Il aurait pu aller plus loin ! C'était très sympathique et l'histoire marche et on est pris. La mise en scène nous fait bien ressentir cette ambiance désagréable de cette petite ville. Il est assez subtil dans sa manière de ne dresser le héros non plus comme un héros. Tout le monde semble pourri même le journaliste. C'est assez intéressant de voir autant de personnages instables et de n'avoir aucun point de repère dans ce complot tarabiscoté. C'est un joli fiasco qui semblerait parle de vrais sujets : le manque d'eau dans certaines régions, la place de la religion, de l'homosexualité, la chasse excessive, la justice face à la politique, les ambitions, la province/citadin, les gitans, la police... Ça fait beaucoup et pourtant je trouve que le film navigue bien entre tout ces pôles et ce surplus de problème rajoute à l'ambiance pesante du film. Une ambiance chaude, sombre, sans non plus trop d'esthétisme déplacé. Mais le film ne vas pas assez loin. Il n'a rien de choquant. Il n'a rien non plus de trop sentimental. On aurait aimé que la relation procureur/journaliste aboutisse (peut être effet de la censure turque) ; qu'il y ait un drame en plus. La fin nous laisse littéralement sur notre fin et elle fait plutôt grotesque au final. Pourtant il aurait pu raccourcir certaines scènes pour nous proposer quelque chose en plus... Donc un film en demi-teinte qui a le mérite d'explorer de nombreux sujets importants.
Très bonne surprise.
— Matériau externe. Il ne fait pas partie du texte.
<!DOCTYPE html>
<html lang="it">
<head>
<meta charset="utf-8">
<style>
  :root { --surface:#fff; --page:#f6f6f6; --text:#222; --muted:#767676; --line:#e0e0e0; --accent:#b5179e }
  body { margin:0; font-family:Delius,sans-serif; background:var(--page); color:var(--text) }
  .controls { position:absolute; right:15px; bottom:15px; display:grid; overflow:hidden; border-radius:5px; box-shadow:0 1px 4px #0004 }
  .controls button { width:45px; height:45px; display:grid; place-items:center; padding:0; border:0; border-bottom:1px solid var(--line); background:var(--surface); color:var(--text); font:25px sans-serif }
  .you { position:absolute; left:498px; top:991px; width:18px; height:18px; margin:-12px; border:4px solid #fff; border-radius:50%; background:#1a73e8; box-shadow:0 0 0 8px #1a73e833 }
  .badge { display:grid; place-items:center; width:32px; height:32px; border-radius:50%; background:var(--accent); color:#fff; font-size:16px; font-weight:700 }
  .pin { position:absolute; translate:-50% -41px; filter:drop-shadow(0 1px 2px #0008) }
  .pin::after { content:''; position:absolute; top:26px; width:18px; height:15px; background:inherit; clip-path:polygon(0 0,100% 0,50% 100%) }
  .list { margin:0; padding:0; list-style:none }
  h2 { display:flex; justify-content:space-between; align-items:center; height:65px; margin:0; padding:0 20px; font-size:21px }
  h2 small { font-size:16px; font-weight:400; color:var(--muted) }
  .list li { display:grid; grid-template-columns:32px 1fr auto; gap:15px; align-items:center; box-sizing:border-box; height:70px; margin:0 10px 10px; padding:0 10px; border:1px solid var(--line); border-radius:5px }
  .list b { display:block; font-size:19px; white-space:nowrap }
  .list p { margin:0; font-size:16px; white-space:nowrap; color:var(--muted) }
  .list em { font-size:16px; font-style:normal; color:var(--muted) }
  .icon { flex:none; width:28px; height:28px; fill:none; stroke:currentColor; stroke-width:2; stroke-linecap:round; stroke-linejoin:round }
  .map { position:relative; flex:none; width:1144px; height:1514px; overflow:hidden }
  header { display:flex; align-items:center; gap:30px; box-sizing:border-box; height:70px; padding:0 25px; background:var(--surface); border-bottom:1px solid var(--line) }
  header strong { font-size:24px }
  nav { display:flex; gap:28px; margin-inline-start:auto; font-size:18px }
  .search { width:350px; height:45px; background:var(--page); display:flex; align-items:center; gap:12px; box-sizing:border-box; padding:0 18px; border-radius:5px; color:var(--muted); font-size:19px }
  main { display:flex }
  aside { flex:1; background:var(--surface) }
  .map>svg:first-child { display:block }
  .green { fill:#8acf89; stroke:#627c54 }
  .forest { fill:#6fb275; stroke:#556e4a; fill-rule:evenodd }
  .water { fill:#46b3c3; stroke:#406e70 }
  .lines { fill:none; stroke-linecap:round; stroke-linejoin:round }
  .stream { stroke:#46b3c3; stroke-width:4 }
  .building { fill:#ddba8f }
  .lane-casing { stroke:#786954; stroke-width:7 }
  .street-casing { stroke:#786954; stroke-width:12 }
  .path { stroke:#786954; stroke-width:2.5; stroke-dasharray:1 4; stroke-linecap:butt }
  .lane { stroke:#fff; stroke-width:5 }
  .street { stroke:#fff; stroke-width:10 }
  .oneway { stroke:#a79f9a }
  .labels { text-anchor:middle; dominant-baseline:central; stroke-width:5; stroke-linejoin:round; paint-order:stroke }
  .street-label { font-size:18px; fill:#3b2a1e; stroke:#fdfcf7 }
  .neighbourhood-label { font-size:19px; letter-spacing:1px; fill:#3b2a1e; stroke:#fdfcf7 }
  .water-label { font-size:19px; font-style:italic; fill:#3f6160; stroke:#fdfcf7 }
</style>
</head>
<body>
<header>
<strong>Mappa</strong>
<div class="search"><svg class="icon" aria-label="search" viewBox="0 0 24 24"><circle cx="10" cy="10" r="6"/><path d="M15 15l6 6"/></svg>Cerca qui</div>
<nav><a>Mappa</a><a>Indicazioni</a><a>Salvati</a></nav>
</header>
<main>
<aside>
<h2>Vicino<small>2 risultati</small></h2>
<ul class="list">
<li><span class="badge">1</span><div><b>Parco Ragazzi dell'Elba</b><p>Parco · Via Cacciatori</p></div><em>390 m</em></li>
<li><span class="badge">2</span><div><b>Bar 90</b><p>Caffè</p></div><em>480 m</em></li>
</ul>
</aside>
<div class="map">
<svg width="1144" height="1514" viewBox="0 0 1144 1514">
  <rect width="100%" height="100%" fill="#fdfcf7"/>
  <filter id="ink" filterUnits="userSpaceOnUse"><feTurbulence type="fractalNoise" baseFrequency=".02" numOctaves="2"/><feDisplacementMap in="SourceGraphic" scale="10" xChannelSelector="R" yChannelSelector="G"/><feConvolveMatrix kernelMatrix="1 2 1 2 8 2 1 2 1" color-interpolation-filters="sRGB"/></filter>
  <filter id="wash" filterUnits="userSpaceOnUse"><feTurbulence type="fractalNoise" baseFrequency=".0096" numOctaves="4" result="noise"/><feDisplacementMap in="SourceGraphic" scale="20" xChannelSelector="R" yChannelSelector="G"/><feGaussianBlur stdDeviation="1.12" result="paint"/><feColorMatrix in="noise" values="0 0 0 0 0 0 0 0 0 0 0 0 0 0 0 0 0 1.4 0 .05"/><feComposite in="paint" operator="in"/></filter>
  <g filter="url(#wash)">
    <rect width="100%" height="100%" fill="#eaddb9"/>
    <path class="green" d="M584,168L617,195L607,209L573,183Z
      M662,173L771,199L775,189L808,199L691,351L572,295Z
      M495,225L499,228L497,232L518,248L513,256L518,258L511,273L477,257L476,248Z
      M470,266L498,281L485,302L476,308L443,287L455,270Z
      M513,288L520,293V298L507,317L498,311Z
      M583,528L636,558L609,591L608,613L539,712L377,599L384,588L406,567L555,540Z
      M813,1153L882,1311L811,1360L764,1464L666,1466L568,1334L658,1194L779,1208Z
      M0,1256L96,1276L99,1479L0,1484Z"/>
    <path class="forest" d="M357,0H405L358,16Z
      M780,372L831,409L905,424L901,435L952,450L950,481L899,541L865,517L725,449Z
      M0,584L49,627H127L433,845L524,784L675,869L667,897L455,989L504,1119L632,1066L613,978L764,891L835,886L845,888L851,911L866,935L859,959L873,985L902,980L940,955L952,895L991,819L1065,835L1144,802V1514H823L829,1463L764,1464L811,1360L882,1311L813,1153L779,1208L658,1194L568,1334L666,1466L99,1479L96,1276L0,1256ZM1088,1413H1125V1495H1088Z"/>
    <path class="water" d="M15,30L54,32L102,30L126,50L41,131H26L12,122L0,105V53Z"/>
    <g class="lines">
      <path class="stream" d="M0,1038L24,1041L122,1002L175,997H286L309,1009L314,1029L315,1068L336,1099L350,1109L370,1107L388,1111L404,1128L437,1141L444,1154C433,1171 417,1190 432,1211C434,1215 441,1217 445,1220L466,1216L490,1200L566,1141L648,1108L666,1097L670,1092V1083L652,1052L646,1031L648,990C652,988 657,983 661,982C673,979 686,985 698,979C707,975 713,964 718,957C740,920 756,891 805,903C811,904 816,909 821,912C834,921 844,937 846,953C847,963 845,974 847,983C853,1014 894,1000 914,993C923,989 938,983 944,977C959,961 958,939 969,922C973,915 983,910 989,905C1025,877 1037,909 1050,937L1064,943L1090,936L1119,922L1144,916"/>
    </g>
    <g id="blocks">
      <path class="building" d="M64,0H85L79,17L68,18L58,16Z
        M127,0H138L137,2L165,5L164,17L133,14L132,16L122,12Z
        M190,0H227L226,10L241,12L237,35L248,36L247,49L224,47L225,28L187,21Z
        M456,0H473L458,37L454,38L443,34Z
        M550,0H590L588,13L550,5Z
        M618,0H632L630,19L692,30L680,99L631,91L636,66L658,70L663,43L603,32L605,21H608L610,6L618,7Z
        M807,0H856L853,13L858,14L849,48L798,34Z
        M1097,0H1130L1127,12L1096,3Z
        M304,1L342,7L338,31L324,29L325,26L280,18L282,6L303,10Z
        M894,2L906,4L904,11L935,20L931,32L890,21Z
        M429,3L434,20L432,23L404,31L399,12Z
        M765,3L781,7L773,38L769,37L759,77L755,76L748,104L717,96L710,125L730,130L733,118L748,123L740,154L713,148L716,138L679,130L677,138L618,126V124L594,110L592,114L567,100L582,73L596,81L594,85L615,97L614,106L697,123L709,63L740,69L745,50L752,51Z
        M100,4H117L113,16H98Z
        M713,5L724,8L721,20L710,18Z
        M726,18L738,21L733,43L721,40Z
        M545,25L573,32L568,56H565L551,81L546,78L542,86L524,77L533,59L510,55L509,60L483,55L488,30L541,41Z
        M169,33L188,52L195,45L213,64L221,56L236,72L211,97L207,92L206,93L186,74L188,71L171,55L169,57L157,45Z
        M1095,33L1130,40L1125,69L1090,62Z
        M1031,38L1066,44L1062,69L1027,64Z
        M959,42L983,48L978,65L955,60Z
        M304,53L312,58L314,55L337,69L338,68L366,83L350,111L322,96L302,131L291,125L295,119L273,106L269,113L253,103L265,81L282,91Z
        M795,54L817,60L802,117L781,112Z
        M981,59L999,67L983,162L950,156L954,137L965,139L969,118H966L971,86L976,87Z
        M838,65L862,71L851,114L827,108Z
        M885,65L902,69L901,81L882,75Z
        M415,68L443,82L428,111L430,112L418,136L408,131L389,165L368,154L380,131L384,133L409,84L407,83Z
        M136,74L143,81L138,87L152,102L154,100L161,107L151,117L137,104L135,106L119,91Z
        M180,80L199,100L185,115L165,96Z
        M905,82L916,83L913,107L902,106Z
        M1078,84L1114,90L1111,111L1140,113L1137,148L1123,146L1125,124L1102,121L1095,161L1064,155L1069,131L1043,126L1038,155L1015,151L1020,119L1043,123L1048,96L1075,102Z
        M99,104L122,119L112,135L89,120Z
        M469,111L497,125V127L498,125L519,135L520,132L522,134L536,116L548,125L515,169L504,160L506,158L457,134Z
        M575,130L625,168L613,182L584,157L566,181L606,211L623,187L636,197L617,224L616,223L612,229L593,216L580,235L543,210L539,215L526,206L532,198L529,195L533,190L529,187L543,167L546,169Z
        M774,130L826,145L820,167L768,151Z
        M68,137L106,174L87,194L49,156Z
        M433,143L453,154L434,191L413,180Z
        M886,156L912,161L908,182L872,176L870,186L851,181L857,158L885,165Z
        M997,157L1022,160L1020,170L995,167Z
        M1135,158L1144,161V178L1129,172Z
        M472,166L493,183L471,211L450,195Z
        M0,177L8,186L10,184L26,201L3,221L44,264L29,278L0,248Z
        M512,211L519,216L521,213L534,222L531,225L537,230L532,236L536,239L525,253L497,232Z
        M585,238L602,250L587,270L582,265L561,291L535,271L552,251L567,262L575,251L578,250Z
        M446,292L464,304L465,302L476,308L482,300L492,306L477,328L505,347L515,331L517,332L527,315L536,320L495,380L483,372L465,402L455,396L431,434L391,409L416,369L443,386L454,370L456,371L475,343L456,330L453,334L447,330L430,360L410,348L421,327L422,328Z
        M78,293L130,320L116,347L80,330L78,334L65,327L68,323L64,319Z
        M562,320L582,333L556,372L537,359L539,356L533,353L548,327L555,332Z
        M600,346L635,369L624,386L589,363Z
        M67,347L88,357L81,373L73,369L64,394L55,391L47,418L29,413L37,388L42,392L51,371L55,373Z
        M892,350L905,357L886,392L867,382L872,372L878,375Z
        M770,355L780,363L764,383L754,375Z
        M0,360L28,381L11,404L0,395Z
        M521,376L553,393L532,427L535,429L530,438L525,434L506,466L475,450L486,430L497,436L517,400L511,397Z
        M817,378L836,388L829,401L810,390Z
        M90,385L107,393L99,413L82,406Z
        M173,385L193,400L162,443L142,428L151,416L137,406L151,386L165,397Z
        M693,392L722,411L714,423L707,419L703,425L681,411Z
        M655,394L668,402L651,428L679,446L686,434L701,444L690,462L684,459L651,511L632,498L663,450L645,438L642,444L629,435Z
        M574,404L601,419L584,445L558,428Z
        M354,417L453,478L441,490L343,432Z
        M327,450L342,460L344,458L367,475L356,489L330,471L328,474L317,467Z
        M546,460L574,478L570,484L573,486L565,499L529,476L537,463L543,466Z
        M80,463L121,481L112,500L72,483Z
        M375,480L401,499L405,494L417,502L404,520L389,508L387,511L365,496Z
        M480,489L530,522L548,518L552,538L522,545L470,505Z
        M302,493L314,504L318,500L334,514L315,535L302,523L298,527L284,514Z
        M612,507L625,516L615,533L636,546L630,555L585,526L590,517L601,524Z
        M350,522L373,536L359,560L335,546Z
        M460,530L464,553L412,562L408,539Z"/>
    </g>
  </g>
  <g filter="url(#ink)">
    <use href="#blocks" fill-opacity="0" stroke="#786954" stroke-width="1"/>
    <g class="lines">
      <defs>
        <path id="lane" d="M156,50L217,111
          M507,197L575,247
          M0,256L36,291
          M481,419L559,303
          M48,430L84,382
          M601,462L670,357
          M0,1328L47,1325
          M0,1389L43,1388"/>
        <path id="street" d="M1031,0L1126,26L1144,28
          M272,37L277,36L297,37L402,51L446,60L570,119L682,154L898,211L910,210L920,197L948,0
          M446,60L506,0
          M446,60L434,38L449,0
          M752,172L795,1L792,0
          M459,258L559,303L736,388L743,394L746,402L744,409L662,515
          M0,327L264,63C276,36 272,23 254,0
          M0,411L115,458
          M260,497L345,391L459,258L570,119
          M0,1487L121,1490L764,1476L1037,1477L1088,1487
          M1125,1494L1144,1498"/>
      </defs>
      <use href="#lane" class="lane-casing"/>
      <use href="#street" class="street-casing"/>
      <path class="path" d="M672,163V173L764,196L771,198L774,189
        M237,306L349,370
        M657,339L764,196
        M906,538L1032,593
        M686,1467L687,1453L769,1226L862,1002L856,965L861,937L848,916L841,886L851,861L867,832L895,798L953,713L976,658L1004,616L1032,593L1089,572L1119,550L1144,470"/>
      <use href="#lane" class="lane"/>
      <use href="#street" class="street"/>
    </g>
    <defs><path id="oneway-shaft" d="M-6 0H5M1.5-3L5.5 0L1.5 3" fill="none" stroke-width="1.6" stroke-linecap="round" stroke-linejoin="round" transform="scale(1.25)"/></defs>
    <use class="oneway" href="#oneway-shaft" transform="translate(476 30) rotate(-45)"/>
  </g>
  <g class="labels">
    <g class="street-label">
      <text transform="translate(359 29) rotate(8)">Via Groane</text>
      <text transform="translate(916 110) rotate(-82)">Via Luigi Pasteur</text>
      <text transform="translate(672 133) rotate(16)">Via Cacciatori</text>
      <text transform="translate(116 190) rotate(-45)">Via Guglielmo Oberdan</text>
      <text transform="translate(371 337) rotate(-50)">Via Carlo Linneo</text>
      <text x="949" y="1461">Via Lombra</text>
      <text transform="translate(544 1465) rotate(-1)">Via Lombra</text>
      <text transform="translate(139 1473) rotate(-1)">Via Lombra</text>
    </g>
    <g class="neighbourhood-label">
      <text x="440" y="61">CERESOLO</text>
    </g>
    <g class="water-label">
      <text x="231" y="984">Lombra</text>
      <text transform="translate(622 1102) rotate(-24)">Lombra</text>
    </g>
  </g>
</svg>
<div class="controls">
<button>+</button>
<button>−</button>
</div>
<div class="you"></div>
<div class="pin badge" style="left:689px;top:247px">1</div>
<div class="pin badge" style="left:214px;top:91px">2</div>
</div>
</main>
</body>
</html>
On n'arrive pas à savoir ce qu'il c'est réèllement passé, qui manipule qui dans cette Turquie profonde conservatrice. Beaux paysages, Acteurs et scénario au top, spoiler: meme si on aurait aimé avoir la confirmation de qui a violé Pekmez et ce qui se passe ensuite à la fin .
bon thriller turc où la tension monte progressivement. si le postulat de départ n'est pas forcément totalement crédible et que le coup est peut-être légèrement trop long, la fin rappelle les objectifs politiques du cinéaste.